» TASK TO CARRY OUT:
From the entries that follow, copy each line in which "north" appears.
Segment Start: RECORDS TO USE
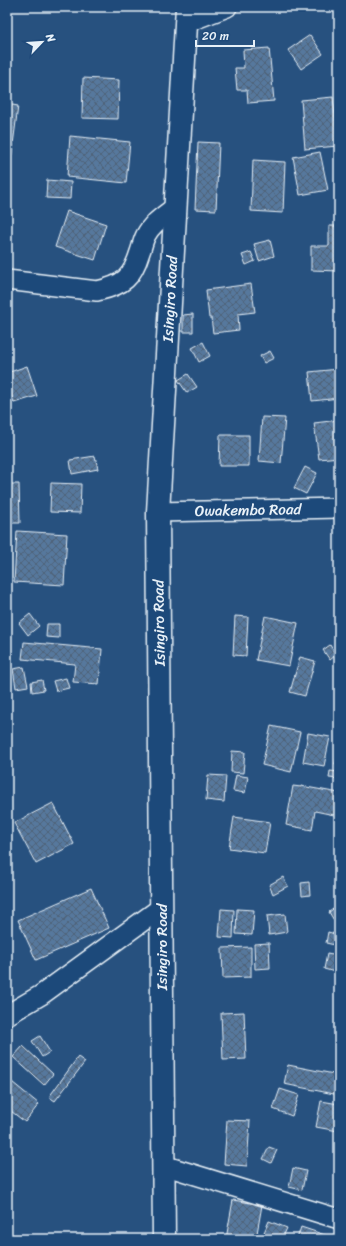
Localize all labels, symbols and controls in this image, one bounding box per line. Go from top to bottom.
north arrow [22,22,62,62]
scale bar [196,22,254,48]
text: 20 m [202,25,229,47]
text: N [40,30,61,46]
street label: Isingiro Road [155,254,185,344]
street label: Owakembo Road [195,496,303,524]
street label: Isingiro Road [145,578,173,667]
street label: Isingiro Road [149,903,175,991]

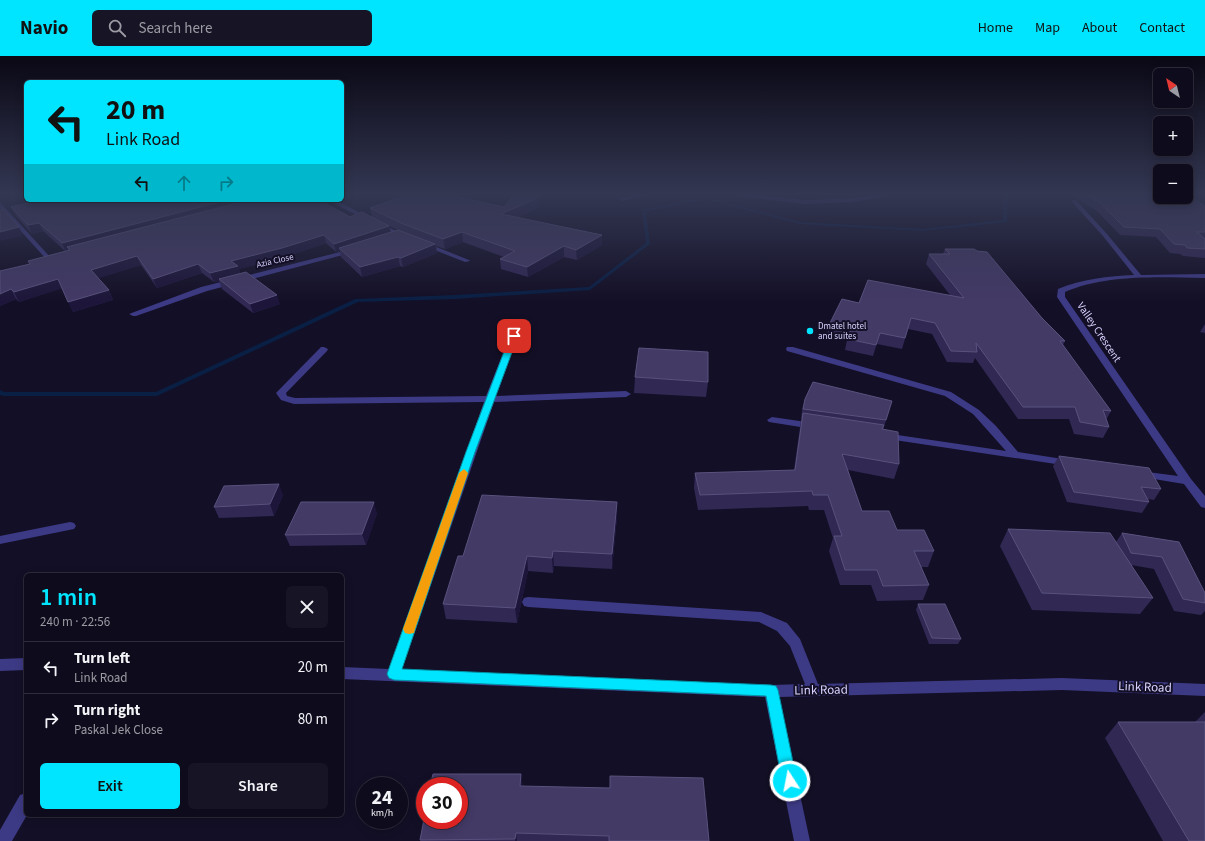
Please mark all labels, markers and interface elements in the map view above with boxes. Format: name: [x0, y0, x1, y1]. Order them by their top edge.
search box: [92, 10, 372, 46]
text: Navio: [20, 15, 68, 42]
icon: search: [106, 17, 128, 39]
text: Search here: [138, 18, 212, 39]
text: Home: [978, 18, 1013, 38]
text: Map: [1035, 18, 1060, 38]
text: About: [1082, 18, 1117, 38]
text: Contact: [1139, 18, 1185, 38]
north arrow: [1153, 68, 1193, 108]
map controls: [1153, 68, 1193, 204]
text: 20 m: [106, 90, 165, 130]
icon: left: [40, 96, 92, 148]
button: +: [1153, 116, 1193, 156]
text: Link Road: [106, 127, 180, 152]
button: −: [1153, 164, 1193, 204]
icon: left: [131, 172, 153, 194]
icon: ahead: [173, 172, 195, 194]
icon: right: [215, 172, 237, 194]
street label: Azia Close: [255, 250, 295, 272]
street label: Valley Crescent: [1073, 299, 1125, 365]
pin: [497, 319, 531, 353]
place label: Dmatel hotel and suites: [818, 320, 866, 343]
icon: arrive: [503, 325, 525, 347]
marker: Dmatel hotel and suites: [805, 326, 815, 336]
text: 1 min: [40, 580, 97, 615]
button: close: [286, 586, 328, 628]
text: 240 m · 22:56: [40, 613, 110, 631]
text: Turn left: [74, 648, 130, 669]
icon: left: [40, 657, 62, 679]
text: 20 m: [298, 657, 328, 678]
text: Link Road: [74, 669, 128, 687]
street label: Link Road: [1118, 677, 1172, 697]
street label: Link Road: [794, 681, 848, 699]
text: Turn right: [74, 700, 140, 721]
icon: right: [40, 709, 62, 731]
text: 80 m: [298, 709, 328, 730]
text: Paskal Jek Close: [74, 721, 163, 739]
position arrow: [769, 760, 811, 802]
button: Exit: [40, 763, 180, 809]
button: Share: [188, 763, 328, 809]
speed limit sign: 30: [416, 777, 468, 829]
text: 24: [371, 784, 393, 812]
text: km/h: [371, 806, 393, 820]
Segment End: RECORDS TO USE
» OUTPUT FOR THIS TASK:
north arrow [22,22,62,62]
north arrow: [1153, 68, 1193, 108]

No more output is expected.